→ Exercise aim: Filter the data below, keeping only lines that contain "labels".

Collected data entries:
□ □ □ □

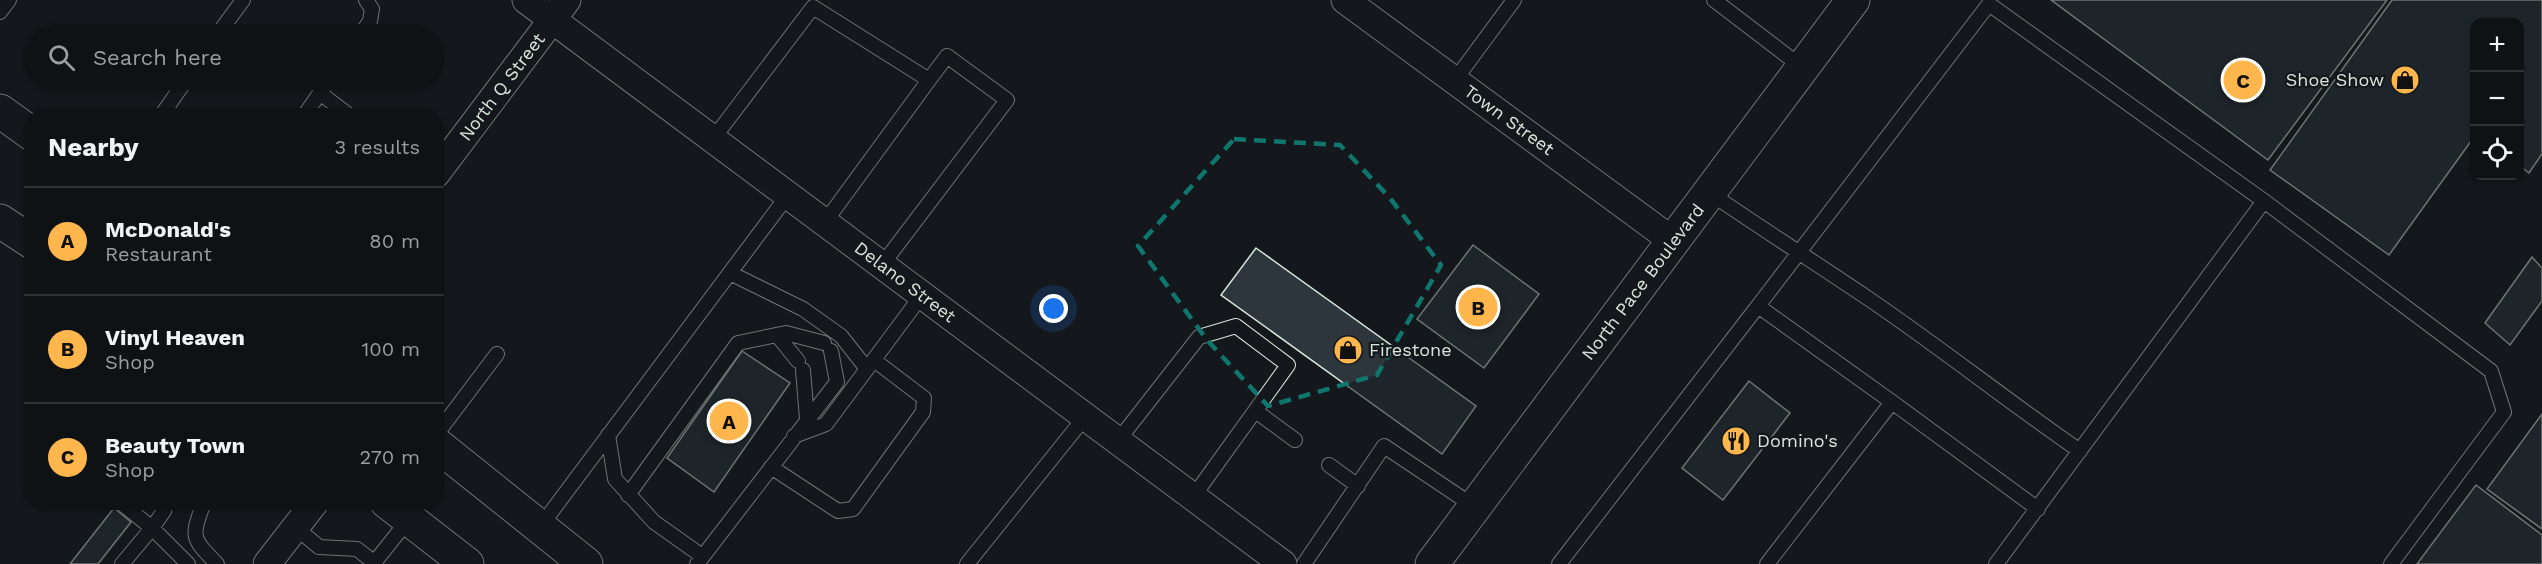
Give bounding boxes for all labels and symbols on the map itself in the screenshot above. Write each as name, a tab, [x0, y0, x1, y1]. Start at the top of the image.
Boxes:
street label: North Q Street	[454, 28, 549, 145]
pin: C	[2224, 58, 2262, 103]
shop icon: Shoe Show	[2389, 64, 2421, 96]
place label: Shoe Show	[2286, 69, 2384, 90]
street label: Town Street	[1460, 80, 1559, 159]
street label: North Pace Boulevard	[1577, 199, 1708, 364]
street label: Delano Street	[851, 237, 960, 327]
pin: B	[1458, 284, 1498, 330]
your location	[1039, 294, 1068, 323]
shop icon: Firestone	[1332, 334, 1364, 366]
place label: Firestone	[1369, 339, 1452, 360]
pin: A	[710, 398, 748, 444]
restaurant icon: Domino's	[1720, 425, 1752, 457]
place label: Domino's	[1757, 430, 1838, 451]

□ □ □ □

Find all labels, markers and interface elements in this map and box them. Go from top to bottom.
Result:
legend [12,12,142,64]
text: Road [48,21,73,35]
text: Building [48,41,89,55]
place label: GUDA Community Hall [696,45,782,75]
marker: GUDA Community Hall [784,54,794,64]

□ □ □ □

→ Answer space:
Give bounding boxes for all labels and symbols on the map itself in the screenshot above. Write each as name, a tab, [x0, y0, x1, y1]. Start at the top of the image.
Find all labels, markers and interface elements in this map and box them. Go from top to bottom.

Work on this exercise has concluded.